West Yorkshire firefighters will be amongst those in England and Wales staging a fresh strike in their bitter row with the Government over pensions.
Members of the Fire Brigades Union will walk out for five hours from 6.30pm on Saturday October 19 following a stoppage last month.
The decision relates to an on-going trade dispute between the FBU and the Government over proposals to introduce a new pension scheme for Firefighters to replace the two current pension schemes that most operational personnel are members of.
A resolution can only be achieved at a national level as the dispute is not between the West Yorkshire Fire and Rescue Authority and its staff.
West Yorkshire Fire and Rescue Service says it is committed to protecting public safety at all times, and has developed contingency measures to provide the best possible fire cover with the resources that are available to communities across the county during strike periods.
Simon Pilling Chief Fire Officer for West Yorkshire Fire and Rescue Service said: “We remain confident in our contingency plans after they were tested, and proved to be successful, during the last period of strike action in September. A reduced emergency response will again be inevitable during this next strike action, however, we do our very best to provide effective services throughout.”
West Yorkshire Fire and Rescues Service will be asking everyone, including members of the general public and business communities to play their part in preventing fires and other emergency incidents taking place.
The strike will take place during the very busy period of Saturday evening and therefore the service asks people to be extra vigilant and careful with regard to the occurrence of fires and other emergencies, the majority of which are preventable, as the Fire and Rescue Service will not be able to provide its normal emergency response capability during periods of strike action.
Firefighters in Scotland will not be taking industrial action following an offer on pensions from the Scottish Government which the union said was enough to prevent a strike “at the current time”.
The FBU argues that changes to pensions and the retirement age will see thousands of firefighters lose their job “simply for getting older”.
The union also maintains that firemen and women pay some of the highest pension contributions in the UK at almost 13 per centof their salary, with further rises due next year.
Mr Wrack added: “If governments in Westminster and Cardiff are willing to discuss these matters seriously, we would be happy to meet tomorrow or any day early next week and can provide a venue if required.”
London Fire Commissioner Ron Dobson said: “We are as prepared as ever to deal with this next round of strike action.
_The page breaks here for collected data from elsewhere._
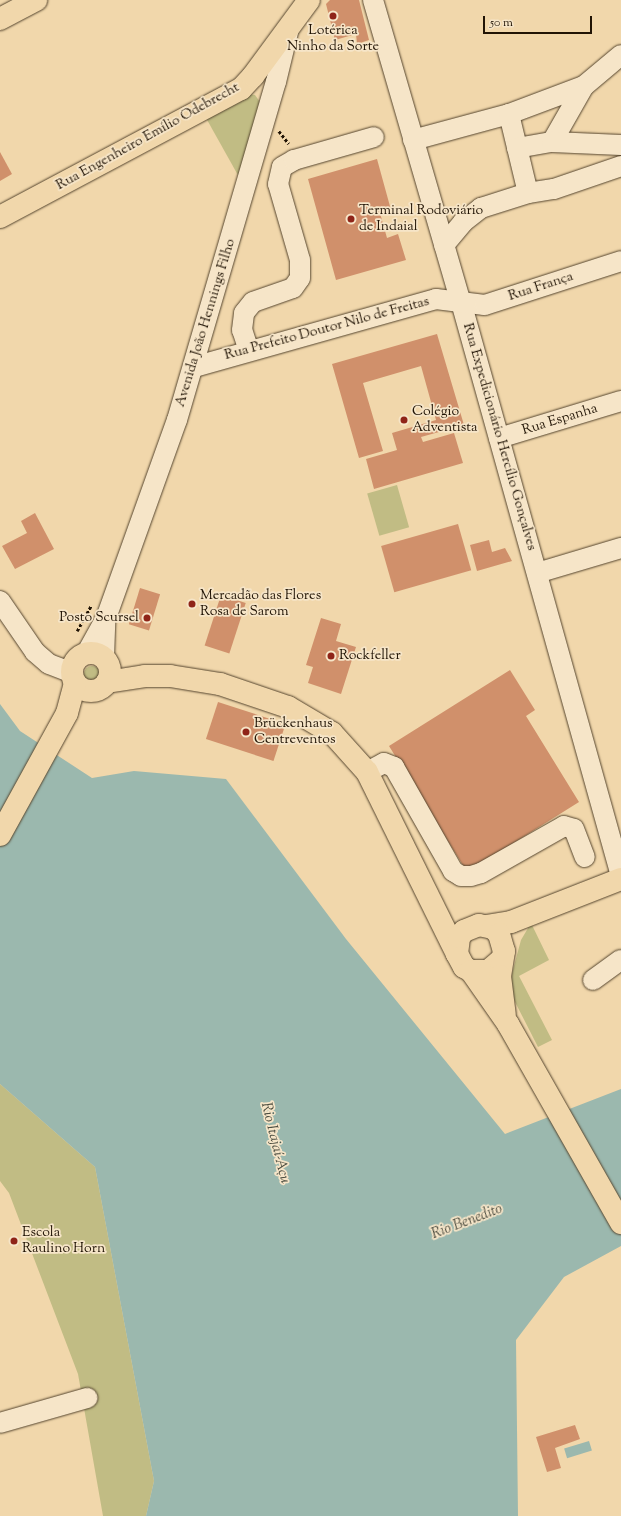 <!DOCTYPE html>
<meta charset="utf-8">
<style>
body{margin:0}
#map{position:relative;width:621px;height:1516px;overflow:hidden;background:#f1d7ab;font-family:"Sorts Mill Goudy",serif}
div>[style]{position:absolute}
.green>*{inset:0;background:#c1bc84;transform-origin:0 0}
.round{border-radius:50%}
.water>*{inset:0;background:#9bb8ae;transform-origin:0 0}
.building>*{inset:0;background:#d0906b;transform-origin:0 0}
.path>*{height:2.5px;margin-top:-1.25px;transform-origin:0;background:repeating-linear-gradient(90deg,#211405 0 3px,transparent 0 5px)}
.roads{filter:drop-shadow(0 0 1px #55452e) drop-shadow(0 0 1px #55452e)}
.minor>*{height:20px;margin:-10px;padding:0 10px;transform-origin:10px;border-radius:10px;background:#f6e5c8}
.major>*{height:22px;margin:-11px;padding:0 11px;transform-origin:11px;border-radius:11px;background:#f1d7ab}
.major>.ring{margin:-11px;padding:0;box-sizing:content-box;background:none;border:22px solid #f1d7ab;border-radius:50%}
.dots>*{width:11px;height:11px;translate:-50% -50%;box-sizing:border-box;border:2px solid #f6e5c8;border-radius:50%}
span{translate:-50% -50%;white-space:nowrap;text-align:center;line-height:1.15;-webkit-text-stroke:3.5px #f6e5c8;paint-order:stroke}
.poi-label{font-size:14px;color:#211405}
.left{translate:0 -50%;text-align:left}
.right{translate:-100% -50%;text-align:right}
.street-label{font-size:14px;color:#211405}
.water-label{font-size:15px;color:#4c4d40;font-style:italic}
.scale{position:absolute;left:483px;top:16px;width:109px;height:18px;box-sizing:border-box;border:2px solid #211405;border-top:0;padding-left:5px;font-size:12px;line-height:14px;white-space:nowrap;color:#211405;-webkit-text-stroke:3px #f6e5c8;paint-order:stroke}
</style>
<div id="map">
<div class="green">
<i style="clip-path:polygon(248px 94px,255px 95px,260px 102px,239px 177px,206px 118px)"></i>
<i style="left:397px;top:485px;width:44px;height:31px;rotate:74deg"></i>
<i class="round" style="left:84px;top:666px;width:16px;height:16px"></i>
<i style="clip-path:polygon(531px 923px,549px 960px,519px 976px,552px 1040px,538px 1047px,512px 996px,511px 977px,521px 940px)"></i>
<i style="clip-path:polygon(0 1084px,95px 1167px,154px 1481px,146px 1516px,103px 1516px,78px 1374px,9px 1193px,0 1181px)"></i>
</div>
<div class="water">
<i style="clip-path:polygon(0 704px,20px 731px,92px 778px,134px 771px,226px 779px,346px 939px,505px 1134px,621px 1089px,621px 1246px,564px 1277px,516px 1340px,518px 1516px,146px 1516px,154px 1481px,95px 1167px,0 1084px)"></i>
<i style="left:589px;top:1441px;width:10px;height:26px;rotate:73deg"></i>
</div>
<div class="building">
<i style="clip-path:polygon(330px 0,359px 0,369px 40px,357px 44px,356px 34px,335px 40px,326px 4px)"></i>
<i style="clip-path:polygon(0 152px,12px 174px,0 181px)"></i>
<i style="clip-path:polygon(377px 159px,391px 210px,380px 213px,387px 238px,398px 234px,406px 260px,336px 280px,308px 179px)"></i>
<i style="clip-path:polygon(437px 334px,464px 425px,421px 437px,423px 442px,454px 433px,463px 463px,374px 489px,366px 459px,397px 450px,392px 433px,436px 420px,421px 366px,363px 383px,383px 451px,359px 458px,332px 364px)"></i>
<i style="clip-path:polygon(35px 513px,54px 549px,15px 569px,2px 546px,27px 533px,21px 521px)"></i>
<i style="left:458px;top:524px;width:48px;height:80px;rotate:74deg"></i>
<i style="clip-path:polygon(489px 540px,492px 552px,505px 548px,512px 561px,477px 571px,470px 545px)"></i>
<i style="left:140px;top:588px;width:21px;height:38px;rotate:17deg"></i>
<i style="left:221px;top:595px;width:26px;height:53px;rotate:18deg"></i>
<i style="clip-path:polygon(321px 618px,341px 624px,336px 641px,356px 647px,341px 694px,308px 683px,313px 667px,306px 665px)"></i>
<i style="clip-path:polygon(510px 670px,535px 710px,526px 716px,579px 802px,467px 872px,389px 746px)"></i>
<i style="left:218px;top:702px;width:71px;height:39px;rotate:18deg"></i>
<i style="clip-path:polygon(575px 1425px,580px 1439px,555px 1448px,561px 1468px,547px 1472px,536px 1437px)"></i>
</div>
<div class="path">
<i style="left:279px;top:131px;width:16px;rotate:52deg"></i>
<i style="left:77px;top:631px;width:29px;rotate:-61deg"></i>
</div>
<div class="roads">
<div class="minor">
<i style="left:373px;top:0;width:315px;rotate:73.8deg"></i>
<i style="left:461px;top:302px;width:596px;rotate:74.42deg"></i>
<i style="left:509px;top:114px;width:81px;rotate:76.5deg"></i>
<i style="left:528px;top:193px;width:26px;rotate:-9deg"></i>
<i style="left:554px;top:189px;width:71px;rotate:-18.9deg"></i>
<i style="left:413px;top:140px;width:99px;rotate:-15.2deg"></i>
<i style="left:509px;top:114px;width:80px;rotate:-20.5deg"></i>
<i style="left:584px;top:86px;width:48px;rotate:-40deg"></i>
<i style="left:552px;top:142px;width:64px;rotate:-60.3deg"></i>
<i style="left:517px;top:148px;width:36px;rotate:-10deg"></i>
<i style="left:552px;top:142px;width:69px;rotate:2.5deg"></i>
<i style="left:444px;top:245px;width:30px;rotate:-50deg"></i>
<i style="left:463px;top:222px;width:23px;rotate:-38deg"></i>
<i style="left:481px;top:208px;width:49px;rotate:-17.7deg"></i>
<i style="left:249px;top:351px;width:22px;rotate:-108deg"></i>
<i style="left:242px;top:330px;width:17px;rotate:-83deg"></i>
<i style="left:244px;top:313px;width:14px;rotate:-51deg"></i>
<i style="left:253px;top:302px;width:42px;rotate:-19.3deg"></i>
<i style="left:293px;top:288px;width:12px;rotate:-55deg"></i>
<i style="left:300px;top:278px;width:18px;rotate:-90deg"></i>
<i style="left:300px;top:260px;width:79px;rotate:-106.1deg"></i>
<i style="left:278px;top:184px;width:17px;rotate:-77deg"></i>
<i style="left:282px;top:167px;width:14px;rotate:-30deg"></i>
<i style="left:294px;top:160px;width:83px;rotate:-16deg"></i>
<i style="left:194px;top:367px;width:251px;rotate:-15.7deg"></i>
<i style="left:436px;top:299px;width:49px;rotate:7deg"></i>
<i style="left:485px;top:305px;width:143px;rotate:-17.9deg"></i>
<i style="left:499px;top:438px;width:127px;rotate:-16.9deg"></i>
<i style="left:537px;top:573px;width:88px;rotate:-16.6deg"></i>
<i style="left:0;top:601px;width:62px;rotate:55.5deg"></i>
<i style="left:35px;top:652px;width:18px;rotate:41deg"></i>
<i style="left:49px;top:664px;width:25px;rotate:21deg"></i>
<i style="left:86px;top:654px;width:41px;rotate:-60.9deg"></i>
<i style="left:106px;top:618px;width:210px;rotate:-70.3deg"></i>
<i style="left:177px;top:420px;width:352px;rotate:-73.7deg"></i>
<i style="left:276px;top:82px;width:56px;rotate:-76.5deg"></i>
<i style="left:104px;top:658px;width:36px;rotate:-88deg"></i>
<i style="left:367px;top:772px;width:19px;rotate:-28deg"></i>
<i style="left:384px;top:763px;width:11px;rotate:22deg"></i>
<i style="left:394px;top:767px;width:120px;rotate:60.4deg"></i>
<i style="left:453px;top:871px;width:9px;rotate:32deg"></i>
<i style="left:461px;top:876px;width:10px"></i>
<i style="left:471px;top:876px;width:10px;rotate:-17deg"></i>
<i style="left:481px;top:873px;width:95px;rotate:-29.5deg"></i>
<i style="left:564px;top:826px;width:10px;rotate:17deg"></i>
<i style="left:574px;top:829px;width:30px;rotate:69deg"></i>
<i style="left:593px;top:980px;width:34px;rotate:-36deg"></i>
<i style="left:0;top:1423px;width:91px;rotate:-16deg"></i>
</div>
<div class="major">
<i style="left:0;top:19px;width:41px;rotate:-27.8deg"></i>
<i style="left:0;top:217px;width:273px;rotate:-28deg"></i>
<i style="left:241px;top:89px;width:18px;rotate:-47deg"></i>
<i style="left:253px;top:76px;width:94px;rotate:-53.6deg"></i>
<i class="ring" style="left:72px;top:653px;width:16px;height:16px"></i>
<i style="left:107px;top:682px;width:38px;rotate:-9deg"></i>
<i style="left:145px;top:676px;width:25px"></i>
<i style="left:170px;top:676px;width:51px;rotate:9.1deg"></i>
<i style="left:220px;top:684px;width:72px;rotate:18.7deg"></i>
<i style="left:288px;top:707px;width:51px;rotate:30.6deg"></i>
<i style="left:332px;top:733px;width:52px;rotate:48.1deg"></i>
<i style="left:367px;top:772px;width:203px;rotate:63.7deg"></i>
<i style="left:0;top:835px;width:139px;rotate:-61.2deg"></i>
<i style="left:67px;top:713px;width:31px;rotate:-75deg"></i>
<i style="left:486px;top:926px;width:25px;rotate:-9deg"></i>
<i style="left:511px;top:922px;width:118px;rotate:-21.4deg"></i>
<i style="left:502px;top:959px;width:18px;rotate:139deg"></i>
<i style="left:488px;top:971px;width:17px;rotate:180deg"></i>
<i style="left:471px;top:971px;width:8px;rotate:-150deg"></i>
<i style="left:464px;top:967px;width:15px;rotate:-118deg"></i>
<i style="left:457px;top:954px;width:17px;rotate:-83deg"></i>
<i style="left:459px;top:937px;width:8px;rotate:-50deg"></i>
<i style="left:464px;top:931px;width:16px;rotate:-22deg"></i>
<i style="left:479px;top:925px;width:14px;rotate:12deg"></i>
<i style="left:493px;top:928px;width:8px;rotate:45deg"></i>
<i style="left:499px;top:934px;width:18px;rotate:74deg"></i>
<i style="left:504px;top:951px;width:25px;rotate:99deg"></i>
<i style="left:500px;top:976px;width:39px;rotate:83deg"></i>
<i style="left:471px;top:971px;width:65px;rotate:55.1deg"></i>
<i style="left:508px;top:1024px;width:229px;rotate:60.4deg"></i>
</div>
</div>
<div class="dots">
<i style="left:333px;top:16px;background:#8f2418"></i>
<i style="left:351px;top:219px;background:#8f2418"></i>
<i style="left:404px;top:420px;background:#8f2418"></i>
<i style="left:192px;top:604px;background:#8f2418"></i>
<i style="left:147px;top:618px;background:#8f2418"></i>
<i style="left:331px;top:656px;background:#8f2418"></i>
<i style="left:246px;top:732px;background:#8f2418"></i>
<i style="left:14px;top:1241px;background:#8f2418"></i>
</div>
<div class="poi-label">
<span style="left:333px;top:39px">Lotérica<br>Ninho da Sorte</span>
<span class="left" style="left:359px;top:219px">Terminal Rodoviário<br>de Indaial</span>
<span class="left" style="left:412px;top:420px">Colégio<br>Adventista</span>
<span class="left" style="left:200px;top:604px">Mercadão das Flores<br>Rosa de Sarom</span>
<span class="right" style="left:139px;top:618px">Posto Scursel</span>
<span class="left" style="left:339px;top:656px">Rockfeller</span>
<span class="left" style="left:254px;top:732px">Brückenhaus<br>Centreventos</span>
<span class="left" style="left:22px;top:1241px">Escola<br>Raulino Horn</span>
</div>
<div class="street-label">
<span style="left:148px;top:137px;rotate:-29deg">Rua Engenheiro Emílio Odebrecht</span>
<span style="left:541px;top:287px;rotate:-18deg">Rua França</span>
<span style="left:206px;top:323px;rotate:-73deg">Avenida João Hennings Filho</span>
<span style="left:327px;top:329px;rotate:-15deg">Rua Prefeito Doutor Nilo de Freitas</span>
<span style="left:560px;top:420px;rotate:-17deg">Rua Espanha</span>
<span style="left:499px;top:437px;rotate:74deg">Rua Expedicionário Hercílio Gonçalves</span>
</div>
<div class="water-label">
<span style="left:275px;top:1143px;rotate:76deg">Rio Itajaí-Açu</span>
<span style="left:467px;top:1222px;rotate:-21deg">Rio Benedito</span>
</div>
<div class="scale">50 m</div>
</div>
It’s a shame that further action is being taken, but our contingency plan will kick in and we will be ready to deal with emergencies.
“There will be 27 fire engines based at strategic points across London, ready to provide an emergency back-up fire service. They won’t deal with minor incidents like bin fires or automatic fire alarms, but will attend serious emergencies like large fires and road traffic accidents.
“Once again, our advice is to take extra care to prevent fires at home. Simple steps like ensuring your hob is switched off and cigarettes are properly extinguished can make all the difference.”
Labour’s fire spokeswoman on the London Assembly Fiona Twycross said: “Firefighters are being asked to work until they are 60 and then have part of their pension taken away if they are unable to physically cope with the demands of the job.
“This is despite the Government’s review, which said that two-thirds of firefighters will have to retire because of ill-health when they are 55, thus losing part of their pension. This is fundamentally unfair.”
Labour said the changes were happening against a backdrop of fire station closures and job losses in the capital.